Determine whether it is possible to make all sections exactly reach their target values using only interval addition operations of length \(K\), and if so, find the minimum number of operations.

Analysis

Let the required increase for section \(i\) be

\[ D_i = B_i - A_i \]

Since operations can only increase the water amount, each section must ultimately receive exactly \(D_i\) additions.

The key insight is that when scanning from left to right, the number of operations that must start at each position is uniquely determined.

For example, consider section \(i\):

• Due to operations already started to the left, section \(i\) has already received cur additions
• To reach the target for section \(i\), a total of \(D_i\) additions are needed
• Operations starting to the right in the future will not affect section \(i\)

Therefore, if an operation can be started at section \(i\), the number of operations starting at section \(i\) must be

\[ D_i - cur \]

If this value is negative, too many additions have already been made, so it is impossible.
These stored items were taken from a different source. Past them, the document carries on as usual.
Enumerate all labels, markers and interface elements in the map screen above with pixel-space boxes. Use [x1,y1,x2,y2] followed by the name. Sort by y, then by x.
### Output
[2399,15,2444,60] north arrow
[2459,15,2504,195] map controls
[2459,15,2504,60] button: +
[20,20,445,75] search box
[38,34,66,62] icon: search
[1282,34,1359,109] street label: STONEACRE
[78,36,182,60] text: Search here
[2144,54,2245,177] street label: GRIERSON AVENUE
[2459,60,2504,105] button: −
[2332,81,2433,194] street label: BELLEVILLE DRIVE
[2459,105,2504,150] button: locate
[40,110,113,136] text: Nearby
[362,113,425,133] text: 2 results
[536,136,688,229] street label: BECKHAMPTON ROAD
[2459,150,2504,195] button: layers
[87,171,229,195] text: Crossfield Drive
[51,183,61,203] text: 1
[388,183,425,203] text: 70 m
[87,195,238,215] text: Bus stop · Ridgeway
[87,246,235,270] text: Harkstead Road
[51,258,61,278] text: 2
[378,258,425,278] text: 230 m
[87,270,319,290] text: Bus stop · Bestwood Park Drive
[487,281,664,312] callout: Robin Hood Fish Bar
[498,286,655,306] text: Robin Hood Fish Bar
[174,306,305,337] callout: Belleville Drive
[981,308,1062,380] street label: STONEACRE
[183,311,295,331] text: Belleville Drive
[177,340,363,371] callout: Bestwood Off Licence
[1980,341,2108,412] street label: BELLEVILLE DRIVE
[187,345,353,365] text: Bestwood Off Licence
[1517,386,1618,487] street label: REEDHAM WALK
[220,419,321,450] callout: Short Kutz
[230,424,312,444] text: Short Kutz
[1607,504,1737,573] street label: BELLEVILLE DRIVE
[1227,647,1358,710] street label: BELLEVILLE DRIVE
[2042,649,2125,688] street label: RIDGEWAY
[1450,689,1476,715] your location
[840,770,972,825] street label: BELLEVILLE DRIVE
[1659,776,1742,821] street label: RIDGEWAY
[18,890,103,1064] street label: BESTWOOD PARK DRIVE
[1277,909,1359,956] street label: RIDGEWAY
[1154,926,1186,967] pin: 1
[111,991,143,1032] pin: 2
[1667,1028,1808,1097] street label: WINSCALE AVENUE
Also, operations can only start at positions from \(1\) to \(N-K+1\).
Therefore, at positions \(i > N-K+1\), no new operations can be started.
In this case, the existing accumulated addition cur must exactly match \(D_i\), otherwise it is impossible.

Why a naive approach is too slow

If we perform need operations at section \(i\) and actually update each element in the interval \([i, i+K-1]\) every time, the worst case is

\[ O(NK) \]

or even more when the number of operations is large.

Since \(N\) can be up to \(3 \times 10^5\), this is too slow.

Therefore, to efficiently manage interval additions, we use the idea of the imos method (difference array technique).

Algorithm

We scan sections from left to right.

We maintain the following variables:

• cur: the accumulated addition amount applied to the current section by previous operations
• diff: the difference array for the imos method
• ans: the total number of operations
• lastStart = N - K + 1: the last position where an operation can start

When we arrive at section \(i\), first we do

cur += diff[i];

to reflect the addition amount entering section \(i\).

Next, let the required increase for section \(i\) be

\[ target = B_i - A_i \]

Case: \(i \leq lastStart\)

An operation can be started at this position.

To make section \(i\) exactly reach its target value, we need to start

\[ need = target - cur \]

operations from section \(i\).

• If need < 0, too many additions have already been made, so it is impossible
• Otherwise, perform need operations

Starting need operations adds need to the interval \([i, i+K-1]\).

Therefore, we do

cur += need;
diff[i + K] -= need;

so that the effect expires at the position right after the end of the interval.

Then we add to the operation count:

ans += need;

Case: \(i > lastStart\)

No new operations can be started from this position.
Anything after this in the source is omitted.